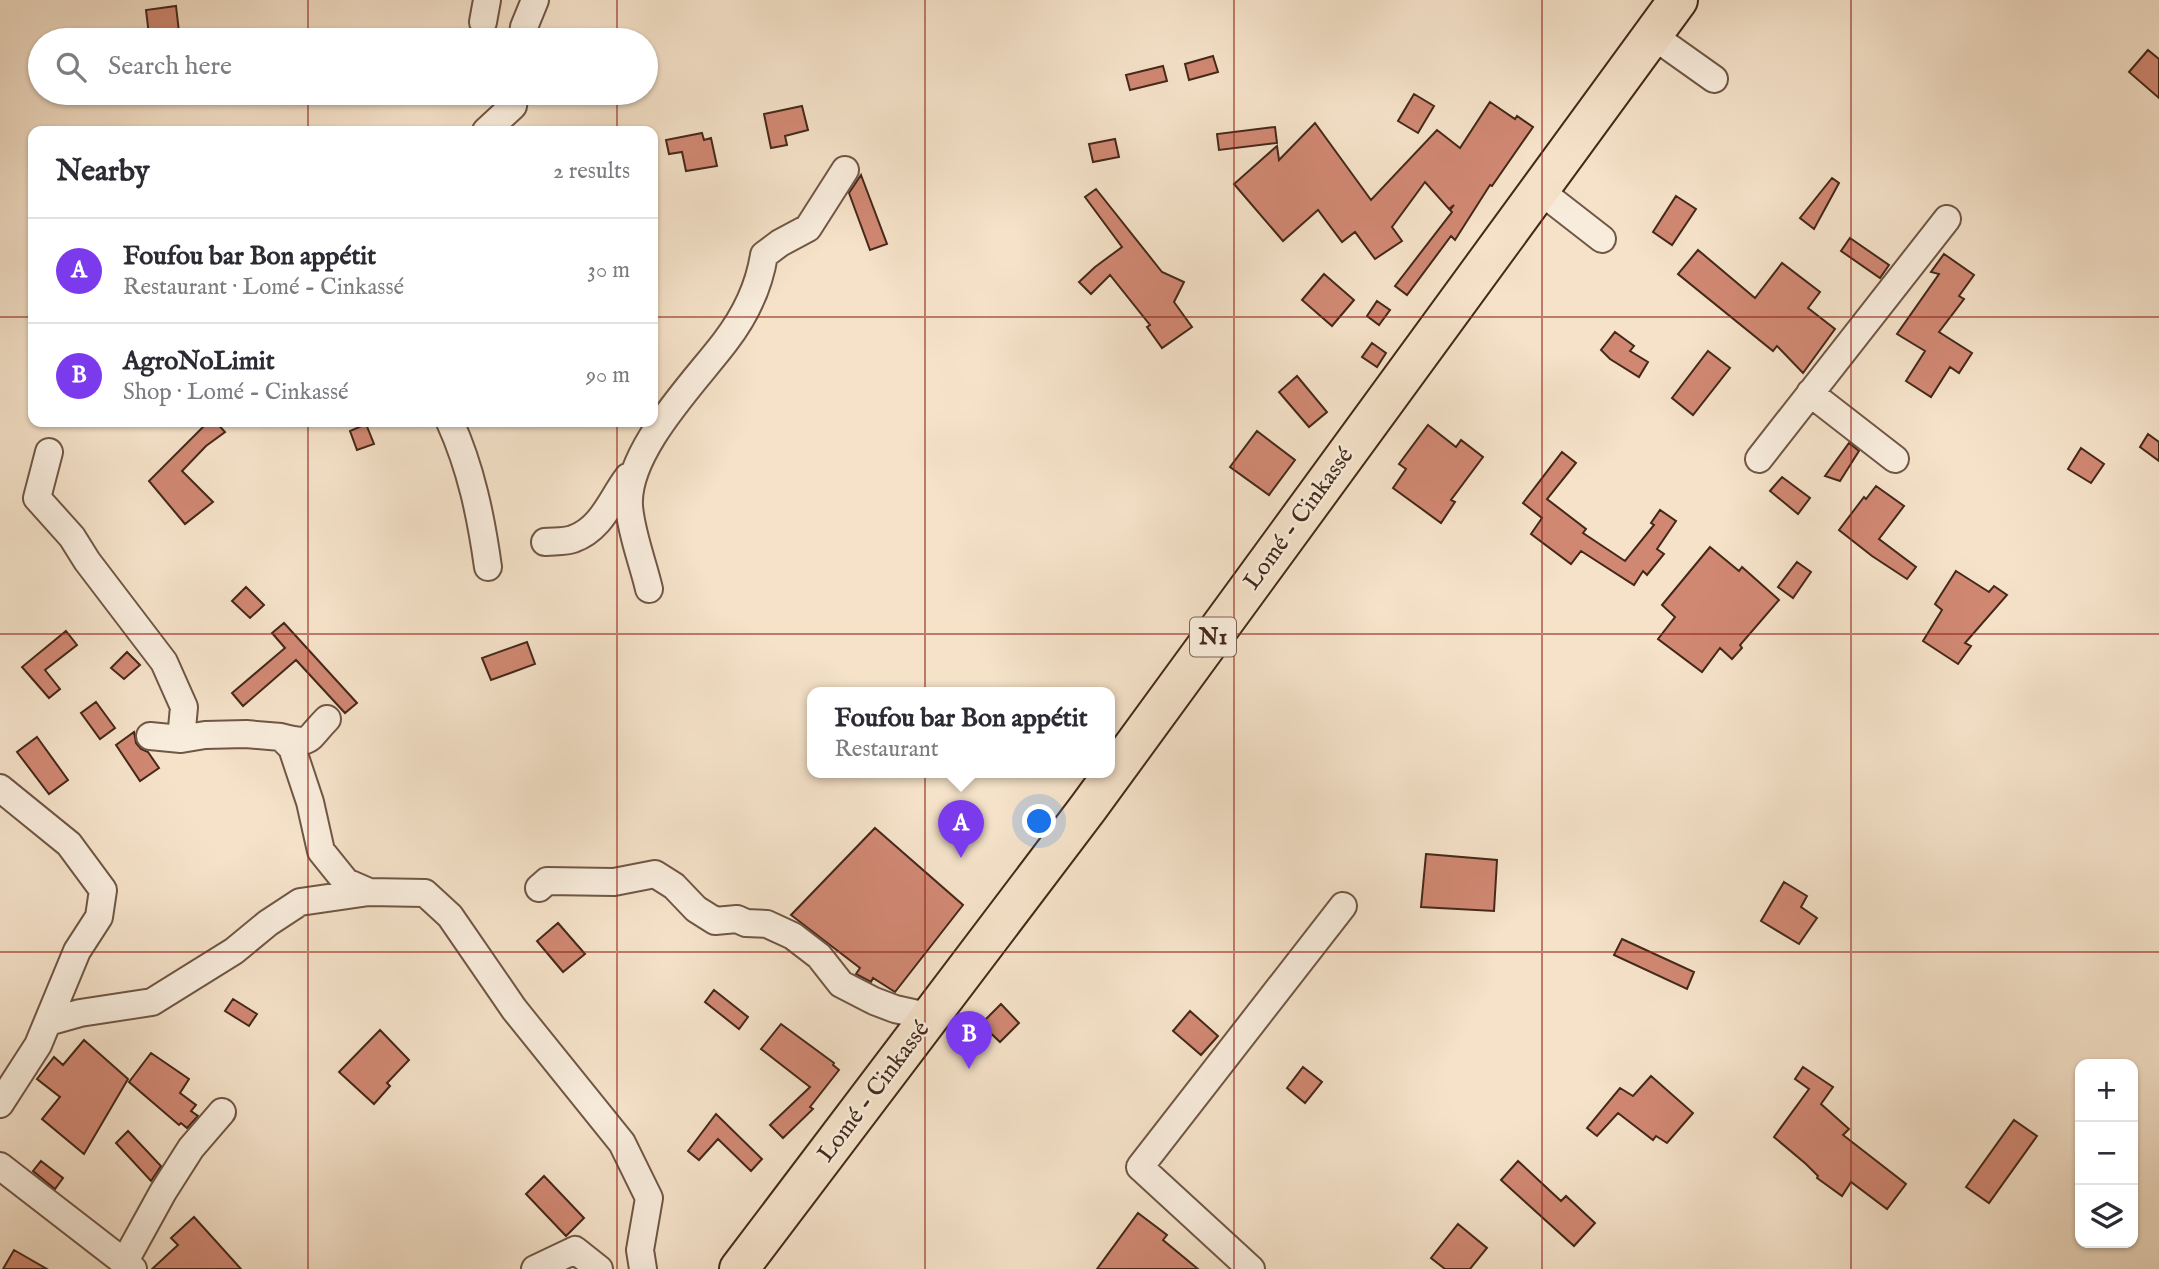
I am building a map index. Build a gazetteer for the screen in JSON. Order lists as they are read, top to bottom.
{
  "streets": {
    "highway": ["Lomé - Cinkassé", "N1"]
  },
  "page": {
    "search": "Search here",
    "heading": ["Nearby", "2 results"],
    "list": [
      {
        "mark": "A",
        "name": "Foufou bar Bon appétit",
        "note": "Restaurant · Lomé - Cinkassé",
        "value": "30 m"
      },
      {
        "mark": "B",
        "name": "AgroNoLimit",
        "note": "Shop · Lomé - Cinkassé",
        "value": "90 m"
      }
    ],
    "popup": ["Foufou bar Bon appétit", "Restaurant"],
    "pins": ["A", "B"],
    "map_buttons": ["+", "−"]
  }
}
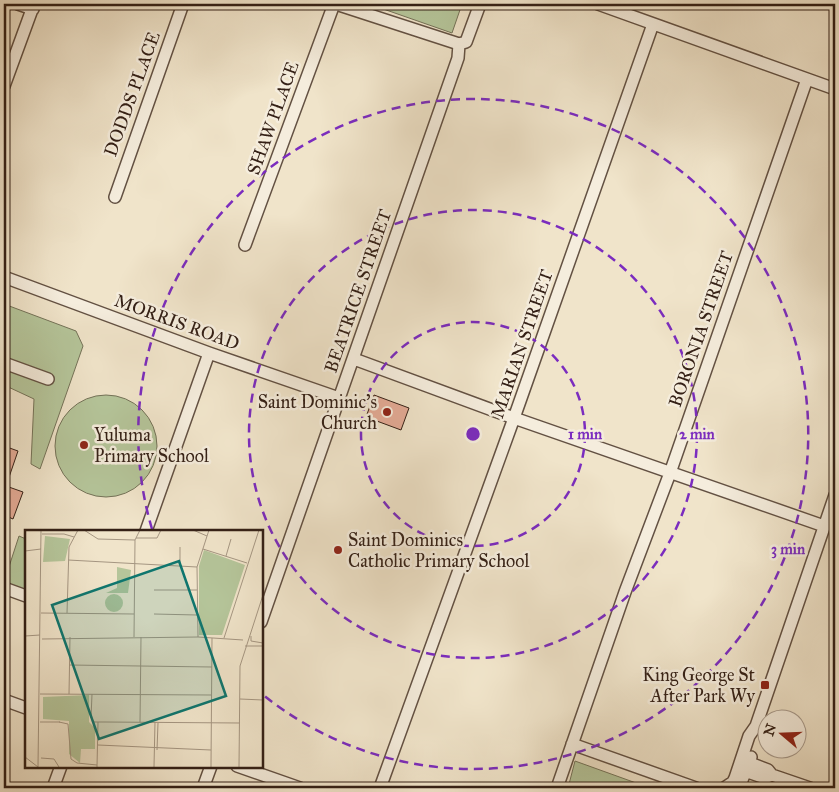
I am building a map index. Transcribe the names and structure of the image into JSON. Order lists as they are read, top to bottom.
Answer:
{
  "streets": {
    "street": [
      "DODDS PLACE",
      "SHAW PLACE",
      "BEATRICE STREET",
      "MORRIS ROAD",
      "BORONIA STREET",
      "MARIAN STREET"
    ]
  },
  "crossings": [
    ["BEATRICE STREET", "MORRIS ROAD"]
  ],
  "places": {
    "other": ["Saint Dominic's Church", "Yuluma Primary School", "Saint Dominics Catholic Primary School"],
    "transit": ["King George St After Park Wy"]
  },
  "north": "left",
  "rings": ["1 min", "2 min", "3 min"]
}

**Task directions**
Your answer is all of the records restated word for word, pictures excluded.

**Answer to the exercise**
I am building a map index. Build a gazetteer for the screen in JSON. Order lists as they are read, top to bottom.
{
  "streets": {
    "highway": ["Lomé - Cinkassé", "N1"]
  },
  "page": {
    "search": "Search here",
    "heading": ["Nearby", "2 results"],
    "list": [
      {
        "mark": "A",
        "name": "Foufou bar Bon appétit",
        "note": "Restaurant · Lomé - Cinkassé",
        "value": "30 m"
      },
      {
        "mark": "B",
        "name": "AgroNoLimit",
        "note": "Shop · Lomé - Cinkassé",
        "value": "90 m"
      }
    ],
    "popup": ["Foufou bar Bon appétit", "Restaurant"],
    "pins": ["A", "B"],
    "map_buttons": ["+", "−"]
  }
}
I am building a map index. Transcribe the names and structure of the image into JSON. Order lists as they are read, top to bottom.
Answer:
{
  "streets": {
    "street": [
      "DODDS PLACE",
      "SHAW PLACE",
      "BEATRICE STREET",
      "MORRIS ROAD",
      "BORONIA STREET",
      "MARIAN STREET"
    ]
  },
  "crossings": [
    ["BEATRICE STREET", "MORRIS ROAD"]
  ],
  "places": {
    "other": ["Saint Dominic's Church", "Yuluma Primary School", "Saint Dominics Catholic Primary School"],
    "transit": ["King George St After Park Wy"]
  },
  "north": "left",
  "rings": ["1 min", "2 min", "3 min"]
}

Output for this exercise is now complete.